I have written the stories of many people I have met, yet I have never written my own story. A new friend has just returned my satchel, and it seems I have been roped into some sort of adventure. I may die, and if I do, I want a record to show the world that Sheru the Tortle was here. This is the start of my new adventure.


    Thank you for the time you shared with me, your presence eased my tired soul, and it was wonderful knowing you were at my retreat, ready to help me prepare for my next journey. Thank you for your friendship and good luck on your own journey. Despite your tendency to get distracted by your own musings, you have a kind spirit and you will be a force of good in this world. Be safe, and I hope we meet again.

Your Friend,

    Malaika Rehemakono”

I woke up in the temple of Uzeumaar. Malaika had led me through a ceremony where I talked with Uzeumaar. I don’t remember much, but I was accepted as one of his clerics. This note was left for me. Malaika had taught me about the gods, and I saw how Juanabbi worked through Malaika to ease the suffering of those we met. I would miss her, but It was time I made my own story.

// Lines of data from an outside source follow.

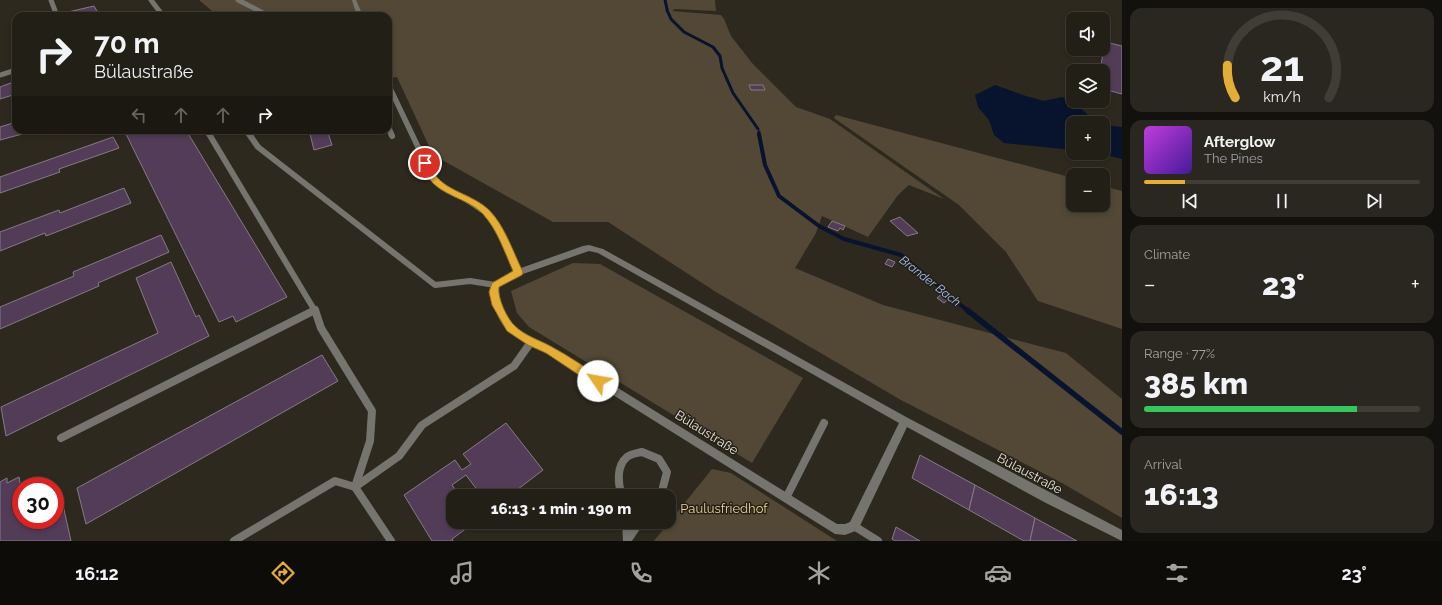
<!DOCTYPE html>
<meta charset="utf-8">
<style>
:root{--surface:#221f17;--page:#2a2720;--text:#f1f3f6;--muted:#a2a2a1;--line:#3f3d36;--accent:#e4ad35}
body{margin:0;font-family:Raleway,sans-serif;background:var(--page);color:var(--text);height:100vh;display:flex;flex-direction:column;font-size:15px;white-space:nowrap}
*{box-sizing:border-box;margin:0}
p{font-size:13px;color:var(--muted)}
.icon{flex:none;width:22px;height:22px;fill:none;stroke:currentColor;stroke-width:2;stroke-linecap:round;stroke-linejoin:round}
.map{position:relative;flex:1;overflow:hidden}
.details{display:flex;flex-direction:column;gap:8px;padding:8px;background:#13110d;width:320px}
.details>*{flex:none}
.hud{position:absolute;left:12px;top:12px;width:380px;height:122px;border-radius:12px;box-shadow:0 2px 6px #0003,0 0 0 1px var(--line);background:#221f17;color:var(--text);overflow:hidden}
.fabs{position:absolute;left:1066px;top:12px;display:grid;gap:8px}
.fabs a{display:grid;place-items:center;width:44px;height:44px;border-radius:8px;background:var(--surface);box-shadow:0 2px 6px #0003,0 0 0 1px var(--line);font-size:20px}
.speed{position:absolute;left:12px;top:477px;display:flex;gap:8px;font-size:20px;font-weight:700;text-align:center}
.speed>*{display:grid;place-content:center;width:52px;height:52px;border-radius:50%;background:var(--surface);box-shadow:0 2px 6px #0003,0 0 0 1px var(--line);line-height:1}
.speed .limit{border:6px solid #d22;background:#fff;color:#111}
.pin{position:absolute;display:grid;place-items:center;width:34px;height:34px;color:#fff;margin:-17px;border:2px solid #fff;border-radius:50%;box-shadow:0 1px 4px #0007}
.me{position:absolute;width:44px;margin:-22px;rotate:303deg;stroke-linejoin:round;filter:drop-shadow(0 0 3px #0008)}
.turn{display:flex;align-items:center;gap:14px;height:84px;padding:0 16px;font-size:18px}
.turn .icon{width:52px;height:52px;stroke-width:2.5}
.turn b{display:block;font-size:28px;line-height:34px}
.lanes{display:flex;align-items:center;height:38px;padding:0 16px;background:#0003;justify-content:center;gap:20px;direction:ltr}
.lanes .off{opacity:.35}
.big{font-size:30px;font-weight:800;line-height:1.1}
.details .tile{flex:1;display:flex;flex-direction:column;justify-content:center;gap:6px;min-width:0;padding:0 14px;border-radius:12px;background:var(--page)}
.details .dial{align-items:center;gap:0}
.dial svg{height:104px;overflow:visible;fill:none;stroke:var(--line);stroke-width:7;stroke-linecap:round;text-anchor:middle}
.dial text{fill:var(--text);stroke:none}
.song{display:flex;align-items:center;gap:12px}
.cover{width:48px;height:48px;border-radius:6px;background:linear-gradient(135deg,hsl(290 70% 55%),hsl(260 70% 35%))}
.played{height:4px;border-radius:2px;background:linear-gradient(90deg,var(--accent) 15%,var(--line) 15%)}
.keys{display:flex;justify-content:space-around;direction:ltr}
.heat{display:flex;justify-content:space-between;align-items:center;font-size:22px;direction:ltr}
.charge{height:6px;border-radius:3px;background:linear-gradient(90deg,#34c759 77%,var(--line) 0)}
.trip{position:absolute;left:446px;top:489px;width:230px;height:40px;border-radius:12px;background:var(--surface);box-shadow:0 2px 6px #0003,0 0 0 1px var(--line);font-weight:800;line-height:40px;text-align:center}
.tabs{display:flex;height:64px;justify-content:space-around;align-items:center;background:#0e0c09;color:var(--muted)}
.tabs .icon{width:28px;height:28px}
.tabs .current{color:var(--accent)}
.tabs b{font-size:18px;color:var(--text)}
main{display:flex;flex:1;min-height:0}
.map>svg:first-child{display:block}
.green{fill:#524835}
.water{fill:#08132d}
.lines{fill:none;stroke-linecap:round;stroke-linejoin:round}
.stream-far2{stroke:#08132d;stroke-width:3}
.stream-far1{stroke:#08132d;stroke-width:4}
.stream{stroke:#08132d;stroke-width:5.5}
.building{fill:#533c58;stroke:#847b85}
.lane-far2{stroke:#76746e;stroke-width:5}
.lane-far1{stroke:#76746e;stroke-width:6}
.lane{stroke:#76746e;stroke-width:8}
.street{fill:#76746e;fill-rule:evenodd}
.route{fill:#e4ad35;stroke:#947022}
.labels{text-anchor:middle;stroke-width:3;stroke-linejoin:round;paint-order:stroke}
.water-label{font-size:12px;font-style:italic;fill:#a4bff6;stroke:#242016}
.near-street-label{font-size:13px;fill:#e5e2db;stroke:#242016}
.near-park-label{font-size:13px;fill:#eed194;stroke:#242016}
</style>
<main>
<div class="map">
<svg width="1122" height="541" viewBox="0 0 1122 541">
<rect width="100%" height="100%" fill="#2e291f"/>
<g class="green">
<polygon points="199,0 715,0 716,11 675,9 672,11 721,15 724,19 731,36 752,63 796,107 830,119 944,199 909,185 898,195 868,237 822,216 816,233 795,268 883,305 1066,353 1122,399 1122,518 1062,483 901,400 716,292 608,222 553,222 444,161 429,146 397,77 388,78 388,16 218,16"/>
<polygon points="836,115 1073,178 1073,205 1103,205 1103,186 1122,191 1122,329 1038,301 1006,252 959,205 834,118"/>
<polygon points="573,263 600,264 803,378 752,463 529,327 517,313 511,291"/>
<polygon points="712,469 731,473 837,541 654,541"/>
</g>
<g class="water">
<polygon points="995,85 1026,96 1044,101 1062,97 1077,105 1097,123 1073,123 1073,150 1004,143 994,135 989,120 978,107 975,95"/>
<polygon points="1103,125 1122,127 1122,159 1099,153 1103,153"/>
</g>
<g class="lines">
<g class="stream-far2">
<polyline points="665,0 667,9"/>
<polyline points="667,10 671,19 684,32 713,47 720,56 722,68 733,93 758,129"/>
<polyline points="759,132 759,135"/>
</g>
<polyline class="stream-far1" points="759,134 765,165 779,196 819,226 844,239 901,255 968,311"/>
<polyline class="stream" points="967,310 1122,432"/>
</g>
<g class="building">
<polygon points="94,6 100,16 70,16 68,12"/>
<polygon points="1105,42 1122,46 1122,94 1103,89 1103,71 1100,71"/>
<polygon points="16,81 16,94 0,99 0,87"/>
<polygon points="749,85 763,85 765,90 751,90"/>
<polygon points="16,122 16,130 37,130 0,140 0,127"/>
<polygon points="124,130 186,130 287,297 236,322 233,316 219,322"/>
<polygon points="309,130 327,130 332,145 314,150"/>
<polygon points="113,137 119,148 59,169 60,172 0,193 0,177"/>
<polygon points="124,188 131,203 46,236 45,233 0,251 0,232 59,210 60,213"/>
<polygon points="900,217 918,233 907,236 890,221"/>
<polygon points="832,221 845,226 843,230 840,228 838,231 828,227"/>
<polygon points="161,235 169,252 98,283 99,286 0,329 0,307 74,276 73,272"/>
<polygon points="888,259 895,262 892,267 885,264"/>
<polygon points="171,262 196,317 199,315 209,336 6,436 1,407 158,333 136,278"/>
<polygon points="944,292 951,297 944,303 937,298"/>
<polygon points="322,355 338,381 86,524 77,488"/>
<polygon points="506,423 543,470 509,496 471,496 478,491 466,475 452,485 460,496 453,496 453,522 475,522 452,539 453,541 432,541 404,495 455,460 462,470 471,464 463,454"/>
<polygon points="920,455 975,485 969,510 912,478"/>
<polygon points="19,477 21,488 21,520 55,520 55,499 61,496 71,541 0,541 0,482 7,478 7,483"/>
<polygon points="975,485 1035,518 1030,541 1024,541 969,510"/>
<polygon points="1035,518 1077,541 1030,541"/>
<polygon points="896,527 920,541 895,541 892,539"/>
</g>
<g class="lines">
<g class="lane-far2">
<polyline points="51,0 57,16"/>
<polyline points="151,0 163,16"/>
<polyline points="238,0 269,16"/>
<polyline points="0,75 16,70"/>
<polyline points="207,130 210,135"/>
<polyline points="246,130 249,135"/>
<polyline points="390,130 392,135"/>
</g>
<g class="lane-far1">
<polyline points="209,134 315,311"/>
<polyline points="249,134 258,147 435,285 470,281 495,285"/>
<polyline points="391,134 392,136"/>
</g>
<g class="lane">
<polyline points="61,438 315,310"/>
<path d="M622 496C618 484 616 466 627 457 630 454 638 453 642 452L659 459 667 472 662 491 659 496"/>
<polyline points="786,498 824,423"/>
<polyline points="626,522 627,541"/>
<polyline points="854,526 878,541"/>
<polyline points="234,541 335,481 355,487 370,441 372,411 321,328 315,310"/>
<polyline points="391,541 355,487 399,456 422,425 514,366 531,342"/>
<polyline points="627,541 640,522"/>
</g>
<g class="street">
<polygon points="352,0 356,0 363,16 357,16"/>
<path d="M388 82 391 84 435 176 446 186 468 196 489 210 502 229 521 268 583 246 589 245 603 249 908 418 1122 530V541L1044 502 907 427 858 530 845 535 835 534 546 353C519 339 503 336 493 304 491 297 489 290 492 283L515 271 495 230 483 214 462 200 442 190 430 179 388 90ZM589 251 598 253 899 423 850 522 845 524H837L552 347C528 336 511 333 502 305 500 299 498 293 499 287L523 274Z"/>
</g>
</g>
<path class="route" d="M422 161H428C430 166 432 171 435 175 448 192 474 195 489 210 505 226 513 252 523 272L522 275 499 287C497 297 507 319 515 326 525 336 540 340 552 347 569 356 586 368 602 378L603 381 602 385 598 386 594 385 546 353 528 345 507 331 492 305 489 292 492 283 513 271C505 253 497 229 483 214 468 198 440 196 428 177 425 173 423 168 421 163Z"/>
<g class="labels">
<g class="water-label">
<text transform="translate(930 281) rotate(38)" y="4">Brander Bach</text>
</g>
<g class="near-street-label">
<text transform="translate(707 432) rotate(32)" y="5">Bülaustraße</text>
<text transform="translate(1030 473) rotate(28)" y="5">Bülaustraße</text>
</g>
<g class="near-park-label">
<text x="724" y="513">Paulusfriedhof</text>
</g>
</g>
</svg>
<div class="fabs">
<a><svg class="icon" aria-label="sound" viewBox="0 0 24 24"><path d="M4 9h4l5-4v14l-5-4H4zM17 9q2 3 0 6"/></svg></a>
<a><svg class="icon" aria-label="layers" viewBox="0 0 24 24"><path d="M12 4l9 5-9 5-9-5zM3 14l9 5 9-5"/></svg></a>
<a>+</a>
<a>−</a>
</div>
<div class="speed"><div class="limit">30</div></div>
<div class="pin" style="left:425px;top:163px;background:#d93025"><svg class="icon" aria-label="arrive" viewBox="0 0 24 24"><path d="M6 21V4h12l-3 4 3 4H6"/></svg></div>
<svg class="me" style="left:598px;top:381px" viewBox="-20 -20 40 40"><circle r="19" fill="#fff"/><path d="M0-13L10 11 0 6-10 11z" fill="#e4ad35"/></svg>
<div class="trip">16:13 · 1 min · 190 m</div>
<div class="hud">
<div class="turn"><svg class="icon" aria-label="right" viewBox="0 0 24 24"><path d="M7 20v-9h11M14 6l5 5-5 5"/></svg><div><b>70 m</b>Bülaustraße</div></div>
<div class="lanes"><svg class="icon off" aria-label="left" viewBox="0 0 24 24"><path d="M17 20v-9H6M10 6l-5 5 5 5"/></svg><svg class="icon off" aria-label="ahead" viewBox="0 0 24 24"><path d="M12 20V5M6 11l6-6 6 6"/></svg><svg class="icon off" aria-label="ahead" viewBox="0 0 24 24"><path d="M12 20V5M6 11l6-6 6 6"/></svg><svg class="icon" aria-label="right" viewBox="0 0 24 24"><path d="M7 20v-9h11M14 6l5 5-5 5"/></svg></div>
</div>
</div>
<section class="details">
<div class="tile dial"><svg viewBox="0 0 100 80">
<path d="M14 69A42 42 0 1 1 86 69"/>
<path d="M14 69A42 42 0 0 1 8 44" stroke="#e4ad35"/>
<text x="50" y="56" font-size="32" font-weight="700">21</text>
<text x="50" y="72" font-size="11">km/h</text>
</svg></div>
<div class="tile">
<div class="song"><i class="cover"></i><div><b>Afterglow</b><p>The Pines</p></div></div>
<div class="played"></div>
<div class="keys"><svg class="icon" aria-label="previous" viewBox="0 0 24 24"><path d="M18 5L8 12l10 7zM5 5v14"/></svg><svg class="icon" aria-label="pause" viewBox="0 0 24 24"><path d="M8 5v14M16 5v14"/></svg><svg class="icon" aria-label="next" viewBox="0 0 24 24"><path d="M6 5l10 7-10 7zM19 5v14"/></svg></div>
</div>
<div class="tile"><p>Climate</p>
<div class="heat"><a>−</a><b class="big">23°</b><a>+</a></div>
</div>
<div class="tile"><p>Range · 77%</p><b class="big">385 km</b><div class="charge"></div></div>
<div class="tile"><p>Arrival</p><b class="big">16:13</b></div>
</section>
</main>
<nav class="tabs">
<b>16:12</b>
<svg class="icon current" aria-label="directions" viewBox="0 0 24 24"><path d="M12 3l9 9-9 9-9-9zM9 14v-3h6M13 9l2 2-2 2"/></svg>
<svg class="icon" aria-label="music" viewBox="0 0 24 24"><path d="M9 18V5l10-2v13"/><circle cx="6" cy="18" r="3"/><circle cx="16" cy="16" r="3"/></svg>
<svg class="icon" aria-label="phone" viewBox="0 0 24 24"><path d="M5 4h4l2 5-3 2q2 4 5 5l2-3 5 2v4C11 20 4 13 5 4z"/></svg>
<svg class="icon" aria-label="climate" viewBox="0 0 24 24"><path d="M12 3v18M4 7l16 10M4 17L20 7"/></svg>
<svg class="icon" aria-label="car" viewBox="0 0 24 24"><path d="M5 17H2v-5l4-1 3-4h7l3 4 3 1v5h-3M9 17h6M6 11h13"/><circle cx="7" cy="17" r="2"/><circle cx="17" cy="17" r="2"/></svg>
<svg class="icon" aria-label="filters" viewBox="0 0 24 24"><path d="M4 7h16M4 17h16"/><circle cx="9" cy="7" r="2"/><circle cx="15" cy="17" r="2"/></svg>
<b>23°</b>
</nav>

It was about this time I noticed my satchel was missing. I dug through my backpack, my careful organization ruined. My heart dropped into my gut and I wanted to cry. My notes were gone. My journals. My stories. I had stories of many I had met, and the people I hoped to always remember, and they were gone. I asked the other clerics in the temple, the patrons. No one had seen anything. I left the temple in a rush, searching everywhere in the Pumaango Oasis. For hours I searched, people began getting annoyed as I made the rounds once more, asking everyone if they had seen a satchel with my notes. Covered in sand, hot and exhausted from the sun. I headed to the Zumaji inn, maybe the dwarves were right, ale could solve everything.